Likewise, I'm sure the administrators are doing their best. Making things like this OS X tip available can be a tremendous help. Last time I checked, this was not a pay site, so lose the harsh attitude.

Lars 20
Sep 18, 2001, 10:57 AM
Originally posted by blakespot
Every modern operating system (MacOS 9 is not a moden operating system from a technical perspective) has virtual memory as a standard part of its operation---without the option of turning it off. ...

Unix has always had VM, and all of its flavors (Linux, NeXTSTEP, Solaris, QNX, Irix, etc.).

blakespot

So I assume that you take Linux as a modern OS, with VM and without the option to turn it off.

The statement about not being able to turn off swap is just plain wrong. Of course you _can_ disable VM, at least in Linux and Solaris.

cu
Lars

Dominique
Sep 25, 2001, 06:54 AM
Your comments on VM and OSX are worrying me. I have a G4 733 with 1152 Mo RAM under OS9.2 and one of the reason why I have not installed OSX (beside I can't see what to use it for as all my DTP and animation application would require classic anyway) is that in the memory control pannel I get a message: virtual memory can't operate with that amount of RAM (or something of that kind). What will happen under OSX will I have to remove RAM to get VM on or what?

andymoraitis
Sep 25, 2001, 07:54 AM
Dominique,

With 1152 Meg of RAM in OS9, you have no reason to turn virtual memory on in the first place. I'm not sure you're getting memory errors (maybe not enough room on the drive to create an 1153Meg vm file?) in OS9, but as far as OSX is concerned, the kernel can address the maximum that the machine can hold (1.5 Gig).
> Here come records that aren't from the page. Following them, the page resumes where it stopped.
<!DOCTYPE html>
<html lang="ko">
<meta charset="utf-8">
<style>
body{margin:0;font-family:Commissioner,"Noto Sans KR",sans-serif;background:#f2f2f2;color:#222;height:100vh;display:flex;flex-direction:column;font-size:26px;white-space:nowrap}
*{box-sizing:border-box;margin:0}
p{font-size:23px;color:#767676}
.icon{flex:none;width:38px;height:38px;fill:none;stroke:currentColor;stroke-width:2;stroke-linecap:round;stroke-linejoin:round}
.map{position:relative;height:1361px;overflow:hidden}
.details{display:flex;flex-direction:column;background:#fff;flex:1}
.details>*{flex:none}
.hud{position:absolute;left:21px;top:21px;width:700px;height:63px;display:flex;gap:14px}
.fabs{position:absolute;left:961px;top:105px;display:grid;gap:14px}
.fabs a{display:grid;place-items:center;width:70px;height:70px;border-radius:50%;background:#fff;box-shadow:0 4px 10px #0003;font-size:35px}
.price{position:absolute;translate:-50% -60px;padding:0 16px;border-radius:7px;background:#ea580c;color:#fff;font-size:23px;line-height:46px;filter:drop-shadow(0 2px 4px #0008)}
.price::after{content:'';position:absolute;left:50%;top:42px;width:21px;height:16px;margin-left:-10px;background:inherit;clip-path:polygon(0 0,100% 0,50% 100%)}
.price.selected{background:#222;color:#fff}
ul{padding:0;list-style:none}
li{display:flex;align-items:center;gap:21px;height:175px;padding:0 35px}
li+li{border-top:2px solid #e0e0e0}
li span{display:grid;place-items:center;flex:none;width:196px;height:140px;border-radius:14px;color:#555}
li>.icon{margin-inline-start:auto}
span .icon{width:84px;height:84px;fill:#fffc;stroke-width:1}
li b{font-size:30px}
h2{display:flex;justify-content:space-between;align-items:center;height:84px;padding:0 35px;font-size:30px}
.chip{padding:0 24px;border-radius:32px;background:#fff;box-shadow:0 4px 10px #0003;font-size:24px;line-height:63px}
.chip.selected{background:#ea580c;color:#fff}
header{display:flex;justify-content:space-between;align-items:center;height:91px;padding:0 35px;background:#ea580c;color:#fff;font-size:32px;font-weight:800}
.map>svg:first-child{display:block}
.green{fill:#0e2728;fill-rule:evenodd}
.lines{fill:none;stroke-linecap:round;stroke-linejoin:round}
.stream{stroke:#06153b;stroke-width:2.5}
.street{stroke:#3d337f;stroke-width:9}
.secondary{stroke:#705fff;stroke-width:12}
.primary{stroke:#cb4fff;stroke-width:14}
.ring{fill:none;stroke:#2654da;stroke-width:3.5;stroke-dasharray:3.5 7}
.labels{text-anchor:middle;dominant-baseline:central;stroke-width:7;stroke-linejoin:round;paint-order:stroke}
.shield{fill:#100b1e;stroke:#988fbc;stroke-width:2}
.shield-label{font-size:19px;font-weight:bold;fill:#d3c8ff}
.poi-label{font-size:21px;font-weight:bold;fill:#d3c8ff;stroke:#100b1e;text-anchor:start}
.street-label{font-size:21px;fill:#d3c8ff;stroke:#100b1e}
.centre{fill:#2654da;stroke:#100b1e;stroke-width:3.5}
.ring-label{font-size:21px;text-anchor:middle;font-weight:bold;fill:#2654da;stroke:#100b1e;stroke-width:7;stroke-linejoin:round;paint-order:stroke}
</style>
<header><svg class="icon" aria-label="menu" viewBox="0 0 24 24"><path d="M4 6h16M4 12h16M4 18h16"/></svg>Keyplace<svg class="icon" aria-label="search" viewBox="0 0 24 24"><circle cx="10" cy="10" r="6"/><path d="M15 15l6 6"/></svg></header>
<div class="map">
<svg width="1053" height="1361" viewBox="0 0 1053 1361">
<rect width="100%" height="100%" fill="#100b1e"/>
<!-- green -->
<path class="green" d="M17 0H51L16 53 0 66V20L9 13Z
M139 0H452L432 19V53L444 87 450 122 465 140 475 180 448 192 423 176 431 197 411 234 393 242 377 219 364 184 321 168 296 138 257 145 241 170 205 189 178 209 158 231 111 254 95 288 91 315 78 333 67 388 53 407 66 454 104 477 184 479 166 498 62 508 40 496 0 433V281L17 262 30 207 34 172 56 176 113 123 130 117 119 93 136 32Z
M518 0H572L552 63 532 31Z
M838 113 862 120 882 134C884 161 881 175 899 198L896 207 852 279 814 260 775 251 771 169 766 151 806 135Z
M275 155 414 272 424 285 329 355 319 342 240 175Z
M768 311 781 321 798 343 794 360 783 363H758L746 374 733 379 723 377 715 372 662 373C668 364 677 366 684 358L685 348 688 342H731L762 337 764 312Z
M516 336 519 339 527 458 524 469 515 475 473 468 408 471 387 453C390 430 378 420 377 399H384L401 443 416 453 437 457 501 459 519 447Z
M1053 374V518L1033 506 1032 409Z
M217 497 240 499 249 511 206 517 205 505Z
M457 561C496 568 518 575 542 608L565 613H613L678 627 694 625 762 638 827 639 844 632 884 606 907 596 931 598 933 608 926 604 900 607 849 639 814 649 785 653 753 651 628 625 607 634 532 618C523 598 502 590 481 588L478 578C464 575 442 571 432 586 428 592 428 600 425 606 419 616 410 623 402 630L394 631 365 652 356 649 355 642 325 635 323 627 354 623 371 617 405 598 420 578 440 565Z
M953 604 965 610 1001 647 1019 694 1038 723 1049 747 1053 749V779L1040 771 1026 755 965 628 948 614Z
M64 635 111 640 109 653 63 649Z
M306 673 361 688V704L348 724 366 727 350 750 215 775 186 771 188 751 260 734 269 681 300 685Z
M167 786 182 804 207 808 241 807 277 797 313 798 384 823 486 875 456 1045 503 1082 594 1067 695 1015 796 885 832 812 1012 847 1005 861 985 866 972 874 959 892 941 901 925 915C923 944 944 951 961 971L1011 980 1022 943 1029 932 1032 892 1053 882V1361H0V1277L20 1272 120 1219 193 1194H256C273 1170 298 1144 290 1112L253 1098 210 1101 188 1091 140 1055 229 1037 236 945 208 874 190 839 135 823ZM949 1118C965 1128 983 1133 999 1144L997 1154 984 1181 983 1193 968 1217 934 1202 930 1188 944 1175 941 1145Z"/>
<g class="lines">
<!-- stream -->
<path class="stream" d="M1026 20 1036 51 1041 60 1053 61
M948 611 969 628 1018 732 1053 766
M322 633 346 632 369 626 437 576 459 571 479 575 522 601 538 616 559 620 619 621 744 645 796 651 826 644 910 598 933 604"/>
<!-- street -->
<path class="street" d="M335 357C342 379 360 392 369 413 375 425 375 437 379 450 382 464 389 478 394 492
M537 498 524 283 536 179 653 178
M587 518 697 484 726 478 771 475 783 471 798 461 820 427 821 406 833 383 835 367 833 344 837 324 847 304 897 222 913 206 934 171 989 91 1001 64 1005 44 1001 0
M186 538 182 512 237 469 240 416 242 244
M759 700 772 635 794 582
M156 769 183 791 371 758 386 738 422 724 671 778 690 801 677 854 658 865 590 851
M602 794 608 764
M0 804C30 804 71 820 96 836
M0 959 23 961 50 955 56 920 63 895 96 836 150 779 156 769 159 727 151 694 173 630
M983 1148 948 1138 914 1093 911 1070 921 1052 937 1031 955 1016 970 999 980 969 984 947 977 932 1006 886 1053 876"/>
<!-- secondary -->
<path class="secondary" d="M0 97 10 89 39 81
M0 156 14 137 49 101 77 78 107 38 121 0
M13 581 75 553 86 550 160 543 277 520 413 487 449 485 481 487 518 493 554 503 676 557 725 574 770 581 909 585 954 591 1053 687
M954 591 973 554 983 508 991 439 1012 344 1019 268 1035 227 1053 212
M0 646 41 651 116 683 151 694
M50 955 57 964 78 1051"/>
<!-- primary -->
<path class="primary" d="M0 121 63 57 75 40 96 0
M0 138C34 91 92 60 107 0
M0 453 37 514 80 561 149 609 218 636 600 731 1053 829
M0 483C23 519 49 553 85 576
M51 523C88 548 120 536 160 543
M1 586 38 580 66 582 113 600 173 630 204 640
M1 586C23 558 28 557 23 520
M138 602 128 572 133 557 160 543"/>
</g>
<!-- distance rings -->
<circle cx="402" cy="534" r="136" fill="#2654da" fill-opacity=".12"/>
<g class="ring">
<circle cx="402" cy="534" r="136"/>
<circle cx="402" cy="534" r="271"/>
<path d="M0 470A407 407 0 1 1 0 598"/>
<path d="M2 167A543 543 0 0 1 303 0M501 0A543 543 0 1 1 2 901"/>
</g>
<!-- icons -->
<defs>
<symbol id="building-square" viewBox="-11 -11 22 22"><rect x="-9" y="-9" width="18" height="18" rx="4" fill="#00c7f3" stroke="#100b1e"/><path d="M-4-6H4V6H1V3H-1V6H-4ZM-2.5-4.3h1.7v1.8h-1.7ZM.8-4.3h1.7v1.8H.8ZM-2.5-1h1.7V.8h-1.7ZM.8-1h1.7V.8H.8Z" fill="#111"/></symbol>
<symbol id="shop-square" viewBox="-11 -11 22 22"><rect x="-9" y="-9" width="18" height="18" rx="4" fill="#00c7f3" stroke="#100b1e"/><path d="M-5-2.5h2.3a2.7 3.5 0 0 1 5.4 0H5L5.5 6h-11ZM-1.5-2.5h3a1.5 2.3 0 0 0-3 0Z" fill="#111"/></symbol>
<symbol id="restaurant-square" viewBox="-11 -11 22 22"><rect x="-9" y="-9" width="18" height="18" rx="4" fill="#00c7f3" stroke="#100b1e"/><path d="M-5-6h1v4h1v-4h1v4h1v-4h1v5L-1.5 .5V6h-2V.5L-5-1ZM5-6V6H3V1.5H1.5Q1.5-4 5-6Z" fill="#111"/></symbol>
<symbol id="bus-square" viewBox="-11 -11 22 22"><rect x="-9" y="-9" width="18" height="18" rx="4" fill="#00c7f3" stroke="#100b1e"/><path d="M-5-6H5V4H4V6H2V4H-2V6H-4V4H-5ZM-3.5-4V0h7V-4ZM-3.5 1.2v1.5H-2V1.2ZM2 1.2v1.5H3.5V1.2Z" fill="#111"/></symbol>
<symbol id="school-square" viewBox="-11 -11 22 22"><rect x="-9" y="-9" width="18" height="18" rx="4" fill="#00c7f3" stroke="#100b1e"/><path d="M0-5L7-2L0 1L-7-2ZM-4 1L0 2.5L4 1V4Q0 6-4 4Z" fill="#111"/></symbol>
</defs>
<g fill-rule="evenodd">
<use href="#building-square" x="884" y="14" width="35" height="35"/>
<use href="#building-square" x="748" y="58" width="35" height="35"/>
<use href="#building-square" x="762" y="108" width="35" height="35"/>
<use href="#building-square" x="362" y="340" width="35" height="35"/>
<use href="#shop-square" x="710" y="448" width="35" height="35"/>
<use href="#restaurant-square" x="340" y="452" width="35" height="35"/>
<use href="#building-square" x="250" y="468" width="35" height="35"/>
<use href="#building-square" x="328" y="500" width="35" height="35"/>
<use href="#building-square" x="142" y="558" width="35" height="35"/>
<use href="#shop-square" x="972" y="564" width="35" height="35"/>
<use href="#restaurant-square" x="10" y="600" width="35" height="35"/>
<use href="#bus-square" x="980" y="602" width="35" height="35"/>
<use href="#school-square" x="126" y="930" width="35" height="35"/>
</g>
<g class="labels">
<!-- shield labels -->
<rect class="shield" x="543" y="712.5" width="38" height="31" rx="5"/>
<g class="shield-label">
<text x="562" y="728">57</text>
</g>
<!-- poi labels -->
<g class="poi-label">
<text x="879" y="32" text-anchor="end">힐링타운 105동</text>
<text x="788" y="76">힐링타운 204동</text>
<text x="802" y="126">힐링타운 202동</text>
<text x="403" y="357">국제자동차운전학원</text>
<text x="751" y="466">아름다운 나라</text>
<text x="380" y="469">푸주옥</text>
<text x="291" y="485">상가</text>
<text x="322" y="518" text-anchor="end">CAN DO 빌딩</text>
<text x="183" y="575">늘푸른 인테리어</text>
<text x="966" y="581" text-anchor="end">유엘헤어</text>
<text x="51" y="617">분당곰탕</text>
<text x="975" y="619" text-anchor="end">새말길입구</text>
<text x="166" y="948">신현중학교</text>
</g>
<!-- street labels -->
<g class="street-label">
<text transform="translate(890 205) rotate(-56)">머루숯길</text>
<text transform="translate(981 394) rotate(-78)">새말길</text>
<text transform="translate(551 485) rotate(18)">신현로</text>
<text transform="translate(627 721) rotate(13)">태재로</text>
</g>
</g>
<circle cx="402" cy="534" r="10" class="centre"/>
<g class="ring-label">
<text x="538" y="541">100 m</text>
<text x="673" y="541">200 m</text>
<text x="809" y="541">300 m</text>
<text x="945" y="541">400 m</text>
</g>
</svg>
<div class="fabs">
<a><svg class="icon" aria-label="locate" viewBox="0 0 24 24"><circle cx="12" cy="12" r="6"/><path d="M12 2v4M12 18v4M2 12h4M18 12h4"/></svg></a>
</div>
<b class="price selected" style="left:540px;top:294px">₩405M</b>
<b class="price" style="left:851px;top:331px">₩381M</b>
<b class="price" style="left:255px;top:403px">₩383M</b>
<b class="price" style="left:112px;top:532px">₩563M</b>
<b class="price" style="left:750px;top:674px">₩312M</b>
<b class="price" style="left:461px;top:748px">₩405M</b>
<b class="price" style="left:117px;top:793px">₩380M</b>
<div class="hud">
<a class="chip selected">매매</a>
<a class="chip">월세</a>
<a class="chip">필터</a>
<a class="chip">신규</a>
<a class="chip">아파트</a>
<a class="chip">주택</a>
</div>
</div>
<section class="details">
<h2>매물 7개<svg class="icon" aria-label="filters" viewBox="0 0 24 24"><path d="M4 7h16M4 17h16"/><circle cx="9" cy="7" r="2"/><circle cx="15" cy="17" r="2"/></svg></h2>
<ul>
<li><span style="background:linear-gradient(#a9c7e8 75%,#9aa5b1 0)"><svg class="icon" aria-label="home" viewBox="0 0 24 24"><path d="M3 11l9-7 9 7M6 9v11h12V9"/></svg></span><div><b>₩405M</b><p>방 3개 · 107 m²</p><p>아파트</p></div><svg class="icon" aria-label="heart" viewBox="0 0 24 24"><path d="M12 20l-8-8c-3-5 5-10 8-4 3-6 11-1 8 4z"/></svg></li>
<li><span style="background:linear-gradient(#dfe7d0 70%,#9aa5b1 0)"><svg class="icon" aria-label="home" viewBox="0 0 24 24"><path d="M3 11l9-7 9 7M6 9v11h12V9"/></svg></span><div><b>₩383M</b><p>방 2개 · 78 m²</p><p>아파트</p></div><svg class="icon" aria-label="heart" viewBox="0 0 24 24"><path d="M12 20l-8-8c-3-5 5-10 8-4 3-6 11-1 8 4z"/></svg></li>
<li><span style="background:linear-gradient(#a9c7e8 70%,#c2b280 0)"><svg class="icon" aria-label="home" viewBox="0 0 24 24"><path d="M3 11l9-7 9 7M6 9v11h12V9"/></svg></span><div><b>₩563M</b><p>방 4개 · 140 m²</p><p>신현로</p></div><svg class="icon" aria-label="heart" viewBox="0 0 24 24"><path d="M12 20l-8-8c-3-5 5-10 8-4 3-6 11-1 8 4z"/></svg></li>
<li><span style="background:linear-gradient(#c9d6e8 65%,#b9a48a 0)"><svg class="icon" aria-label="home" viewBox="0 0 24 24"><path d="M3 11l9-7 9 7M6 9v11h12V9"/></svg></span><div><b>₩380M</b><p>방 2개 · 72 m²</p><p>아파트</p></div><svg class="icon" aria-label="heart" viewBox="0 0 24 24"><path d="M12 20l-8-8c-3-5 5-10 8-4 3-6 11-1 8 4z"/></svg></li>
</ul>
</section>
Also, VM in OSX is always on and cannot be disabled as it's functions are part of the Unix subsystem. So you could load OSX and never have a memory problem. Also, turn off VM in OS9, since it's but a waste of drive space and it's not going to make anything faster.

Hope that helps,

Andy

Dominique
Sep 25, 2001, 09:08 AM
thanks
In OS9.2 indeed I don't want to use VM (Adobe Premiere and and Finalcut pro...). What I meant was that the choice was not available anyway in memory control pannel. So what will happen when I will use classic (OS9.2) vithout VM over OSX with VM?

andymoraitis
Sep 25, 2001, 09:25 AM
Classic is not actually another operating system, but an application under OSX. Since you'll be running in OSX, VM functions are on and that's all you really need to worry about. Just because OSX uses VM by default, it doesn't mean that when using Classic that OS9 needs it on as well. Remember, OSX controls Classic and not OS9.

If you do decide to install OSX, I recommend that you create separate partitions for OS9 and OSX. That way you can dual-boot the system by holding down the option key at startup (which will give you a menu of bootable partitions after it scans for devices).

My advice is that if you need heavy duty graphics apps, go ahead and install both systems, keep your main work in OS9 and boot into OSX to see mess around until your apps go native or are Carbonized to work in both. Classic is OK, but if you really want to get the job done, use OS9.